*YOUR GOAL*
Reproduce every line in the material below that holds "Parse".

*DATASET ENTRIES*
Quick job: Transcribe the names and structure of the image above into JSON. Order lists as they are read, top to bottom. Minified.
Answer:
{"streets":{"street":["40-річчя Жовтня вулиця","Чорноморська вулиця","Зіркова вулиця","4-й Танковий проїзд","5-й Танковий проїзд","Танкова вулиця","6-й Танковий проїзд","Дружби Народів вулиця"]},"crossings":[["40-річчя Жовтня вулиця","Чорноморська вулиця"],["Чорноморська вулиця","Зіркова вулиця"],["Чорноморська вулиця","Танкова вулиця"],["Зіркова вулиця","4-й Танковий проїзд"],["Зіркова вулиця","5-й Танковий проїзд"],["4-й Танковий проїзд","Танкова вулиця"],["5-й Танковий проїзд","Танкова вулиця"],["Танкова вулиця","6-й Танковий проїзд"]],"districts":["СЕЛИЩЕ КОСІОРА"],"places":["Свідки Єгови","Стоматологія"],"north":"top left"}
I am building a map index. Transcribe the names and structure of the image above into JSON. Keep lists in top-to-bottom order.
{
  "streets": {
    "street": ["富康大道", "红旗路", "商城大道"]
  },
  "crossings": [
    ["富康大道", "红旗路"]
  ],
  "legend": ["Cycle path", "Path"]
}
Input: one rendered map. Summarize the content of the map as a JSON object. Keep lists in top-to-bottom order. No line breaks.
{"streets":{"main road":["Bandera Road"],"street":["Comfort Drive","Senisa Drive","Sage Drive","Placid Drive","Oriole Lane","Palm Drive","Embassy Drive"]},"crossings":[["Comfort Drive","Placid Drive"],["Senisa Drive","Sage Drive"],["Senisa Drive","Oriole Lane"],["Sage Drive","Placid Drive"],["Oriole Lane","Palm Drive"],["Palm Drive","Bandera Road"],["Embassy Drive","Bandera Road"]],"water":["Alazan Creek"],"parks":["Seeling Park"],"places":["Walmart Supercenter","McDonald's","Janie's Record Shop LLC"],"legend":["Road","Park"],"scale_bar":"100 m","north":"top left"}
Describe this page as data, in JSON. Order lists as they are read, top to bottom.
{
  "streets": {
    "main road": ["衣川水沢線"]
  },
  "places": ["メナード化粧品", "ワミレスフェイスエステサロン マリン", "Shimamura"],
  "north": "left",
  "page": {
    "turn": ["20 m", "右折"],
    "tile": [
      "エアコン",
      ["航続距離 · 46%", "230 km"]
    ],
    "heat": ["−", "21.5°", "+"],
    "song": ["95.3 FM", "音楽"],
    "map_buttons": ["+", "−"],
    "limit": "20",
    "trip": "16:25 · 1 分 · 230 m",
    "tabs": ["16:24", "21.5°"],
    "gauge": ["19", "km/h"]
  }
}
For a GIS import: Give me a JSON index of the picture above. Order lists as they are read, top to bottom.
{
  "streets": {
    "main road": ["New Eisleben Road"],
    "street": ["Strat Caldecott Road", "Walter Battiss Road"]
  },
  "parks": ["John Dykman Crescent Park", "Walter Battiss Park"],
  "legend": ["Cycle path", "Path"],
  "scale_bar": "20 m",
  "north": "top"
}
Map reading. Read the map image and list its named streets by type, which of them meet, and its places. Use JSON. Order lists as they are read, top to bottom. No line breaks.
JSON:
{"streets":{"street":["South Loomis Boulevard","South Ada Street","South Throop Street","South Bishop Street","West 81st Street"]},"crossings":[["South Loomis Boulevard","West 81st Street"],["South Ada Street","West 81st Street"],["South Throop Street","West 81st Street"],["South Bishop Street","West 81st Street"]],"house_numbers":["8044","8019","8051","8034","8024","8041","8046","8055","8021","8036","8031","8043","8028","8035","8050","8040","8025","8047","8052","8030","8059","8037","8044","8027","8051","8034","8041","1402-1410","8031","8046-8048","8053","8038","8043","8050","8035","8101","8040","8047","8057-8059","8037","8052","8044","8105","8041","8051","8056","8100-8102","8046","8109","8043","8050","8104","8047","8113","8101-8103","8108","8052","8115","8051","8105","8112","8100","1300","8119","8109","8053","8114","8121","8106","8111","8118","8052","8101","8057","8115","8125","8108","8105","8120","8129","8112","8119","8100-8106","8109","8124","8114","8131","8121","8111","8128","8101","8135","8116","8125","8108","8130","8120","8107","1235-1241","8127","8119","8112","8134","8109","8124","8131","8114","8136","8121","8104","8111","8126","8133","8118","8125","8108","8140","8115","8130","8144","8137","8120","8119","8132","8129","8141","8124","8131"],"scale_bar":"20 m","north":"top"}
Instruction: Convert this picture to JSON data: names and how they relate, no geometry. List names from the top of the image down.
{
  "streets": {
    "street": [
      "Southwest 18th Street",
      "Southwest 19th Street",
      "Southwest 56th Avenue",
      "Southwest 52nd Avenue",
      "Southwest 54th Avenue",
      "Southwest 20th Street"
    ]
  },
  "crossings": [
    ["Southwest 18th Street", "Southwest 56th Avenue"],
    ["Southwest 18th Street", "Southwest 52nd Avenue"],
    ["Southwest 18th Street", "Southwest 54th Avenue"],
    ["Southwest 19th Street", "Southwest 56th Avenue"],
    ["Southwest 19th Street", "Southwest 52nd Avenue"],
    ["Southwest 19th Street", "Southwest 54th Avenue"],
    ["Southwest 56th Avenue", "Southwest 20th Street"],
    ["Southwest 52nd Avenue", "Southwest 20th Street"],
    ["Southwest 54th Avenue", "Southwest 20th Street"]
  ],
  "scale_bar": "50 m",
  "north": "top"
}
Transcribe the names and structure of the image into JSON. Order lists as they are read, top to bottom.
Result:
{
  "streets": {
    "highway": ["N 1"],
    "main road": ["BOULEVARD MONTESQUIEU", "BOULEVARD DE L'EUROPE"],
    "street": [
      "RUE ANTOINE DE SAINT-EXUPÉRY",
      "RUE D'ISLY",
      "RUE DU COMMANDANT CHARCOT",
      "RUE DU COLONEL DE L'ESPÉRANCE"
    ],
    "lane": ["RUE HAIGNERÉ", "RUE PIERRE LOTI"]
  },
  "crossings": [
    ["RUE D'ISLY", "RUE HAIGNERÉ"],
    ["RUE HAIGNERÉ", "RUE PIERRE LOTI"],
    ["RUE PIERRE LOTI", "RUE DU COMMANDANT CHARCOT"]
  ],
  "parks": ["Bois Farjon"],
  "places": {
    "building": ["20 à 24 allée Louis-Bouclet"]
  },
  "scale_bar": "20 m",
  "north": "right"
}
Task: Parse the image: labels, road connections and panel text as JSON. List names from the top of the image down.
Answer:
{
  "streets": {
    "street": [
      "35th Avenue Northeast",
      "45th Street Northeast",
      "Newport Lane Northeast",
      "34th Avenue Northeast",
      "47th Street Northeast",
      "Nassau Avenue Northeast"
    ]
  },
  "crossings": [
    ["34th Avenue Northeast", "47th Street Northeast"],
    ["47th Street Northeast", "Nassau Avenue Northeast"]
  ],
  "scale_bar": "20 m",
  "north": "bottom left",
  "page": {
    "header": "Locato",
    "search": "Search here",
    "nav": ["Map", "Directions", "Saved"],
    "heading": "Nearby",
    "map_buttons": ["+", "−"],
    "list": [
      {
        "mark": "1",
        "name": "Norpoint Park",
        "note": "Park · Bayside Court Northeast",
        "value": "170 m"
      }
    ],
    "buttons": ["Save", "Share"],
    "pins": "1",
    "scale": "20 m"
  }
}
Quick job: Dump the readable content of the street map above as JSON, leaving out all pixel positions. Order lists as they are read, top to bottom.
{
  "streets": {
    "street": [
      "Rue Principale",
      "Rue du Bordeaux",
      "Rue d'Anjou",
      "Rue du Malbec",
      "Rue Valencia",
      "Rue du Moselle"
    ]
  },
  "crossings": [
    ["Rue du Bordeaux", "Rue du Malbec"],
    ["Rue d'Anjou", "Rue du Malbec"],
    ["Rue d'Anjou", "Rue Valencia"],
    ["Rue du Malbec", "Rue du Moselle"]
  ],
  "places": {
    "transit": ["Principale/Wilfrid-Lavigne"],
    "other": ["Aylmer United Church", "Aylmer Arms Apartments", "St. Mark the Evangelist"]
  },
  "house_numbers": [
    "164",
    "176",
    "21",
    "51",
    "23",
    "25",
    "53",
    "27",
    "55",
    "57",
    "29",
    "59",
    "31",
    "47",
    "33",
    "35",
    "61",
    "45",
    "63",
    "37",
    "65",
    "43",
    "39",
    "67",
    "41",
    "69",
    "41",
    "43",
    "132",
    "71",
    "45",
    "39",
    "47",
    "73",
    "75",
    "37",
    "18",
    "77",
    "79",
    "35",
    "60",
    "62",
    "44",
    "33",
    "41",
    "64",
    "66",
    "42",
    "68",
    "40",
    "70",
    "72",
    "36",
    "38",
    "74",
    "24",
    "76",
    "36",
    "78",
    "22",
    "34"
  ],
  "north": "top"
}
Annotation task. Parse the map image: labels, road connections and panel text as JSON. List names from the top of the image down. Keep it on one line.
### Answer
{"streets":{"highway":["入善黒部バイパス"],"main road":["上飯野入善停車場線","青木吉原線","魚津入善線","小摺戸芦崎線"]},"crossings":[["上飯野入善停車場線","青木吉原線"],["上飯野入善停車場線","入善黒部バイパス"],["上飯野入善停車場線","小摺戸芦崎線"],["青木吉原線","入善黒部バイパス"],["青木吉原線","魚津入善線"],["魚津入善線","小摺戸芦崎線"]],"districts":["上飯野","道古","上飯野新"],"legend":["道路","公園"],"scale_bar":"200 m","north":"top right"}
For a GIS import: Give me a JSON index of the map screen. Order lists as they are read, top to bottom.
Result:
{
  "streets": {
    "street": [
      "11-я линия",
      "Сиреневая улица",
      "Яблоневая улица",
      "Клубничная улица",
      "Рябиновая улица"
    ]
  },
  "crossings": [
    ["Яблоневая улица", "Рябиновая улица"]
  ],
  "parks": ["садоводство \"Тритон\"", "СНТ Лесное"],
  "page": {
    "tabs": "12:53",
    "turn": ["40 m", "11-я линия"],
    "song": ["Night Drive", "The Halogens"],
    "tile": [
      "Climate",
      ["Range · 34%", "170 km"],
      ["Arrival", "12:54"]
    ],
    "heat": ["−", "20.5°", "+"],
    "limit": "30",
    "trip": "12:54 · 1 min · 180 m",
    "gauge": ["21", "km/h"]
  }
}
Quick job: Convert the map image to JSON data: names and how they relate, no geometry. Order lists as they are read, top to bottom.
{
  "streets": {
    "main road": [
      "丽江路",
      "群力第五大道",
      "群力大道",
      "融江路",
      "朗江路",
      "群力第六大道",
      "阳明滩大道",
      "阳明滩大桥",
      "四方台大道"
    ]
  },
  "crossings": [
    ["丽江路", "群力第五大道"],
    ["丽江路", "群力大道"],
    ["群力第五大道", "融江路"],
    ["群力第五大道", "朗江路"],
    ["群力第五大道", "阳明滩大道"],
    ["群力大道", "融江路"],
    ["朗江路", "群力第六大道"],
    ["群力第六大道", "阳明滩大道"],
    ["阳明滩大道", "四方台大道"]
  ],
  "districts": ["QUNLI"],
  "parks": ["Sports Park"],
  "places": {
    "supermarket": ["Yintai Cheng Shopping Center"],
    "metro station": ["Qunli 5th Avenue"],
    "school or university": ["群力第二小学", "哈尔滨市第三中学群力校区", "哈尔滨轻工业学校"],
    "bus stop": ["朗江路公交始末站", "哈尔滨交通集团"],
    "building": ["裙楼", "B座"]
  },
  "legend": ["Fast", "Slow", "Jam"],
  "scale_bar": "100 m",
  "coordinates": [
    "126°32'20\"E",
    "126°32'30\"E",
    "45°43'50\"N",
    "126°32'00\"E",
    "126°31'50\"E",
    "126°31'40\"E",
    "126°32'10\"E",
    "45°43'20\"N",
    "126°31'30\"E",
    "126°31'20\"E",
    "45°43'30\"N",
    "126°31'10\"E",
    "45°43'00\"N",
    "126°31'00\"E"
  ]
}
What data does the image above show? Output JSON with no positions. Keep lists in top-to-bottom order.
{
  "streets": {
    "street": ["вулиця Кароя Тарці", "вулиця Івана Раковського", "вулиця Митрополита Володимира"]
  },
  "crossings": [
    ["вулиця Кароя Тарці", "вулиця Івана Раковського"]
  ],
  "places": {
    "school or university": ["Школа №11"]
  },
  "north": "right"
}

*SOLUTION TO THIS PROBLEM*
Task: Parse the image: labels, road connections and panel text as JSON. List names from the top of the image down.
Annotation task. Parse the map image: labels, road connections and panel text as JSON. List names from the top of the image down. Keep it on one line.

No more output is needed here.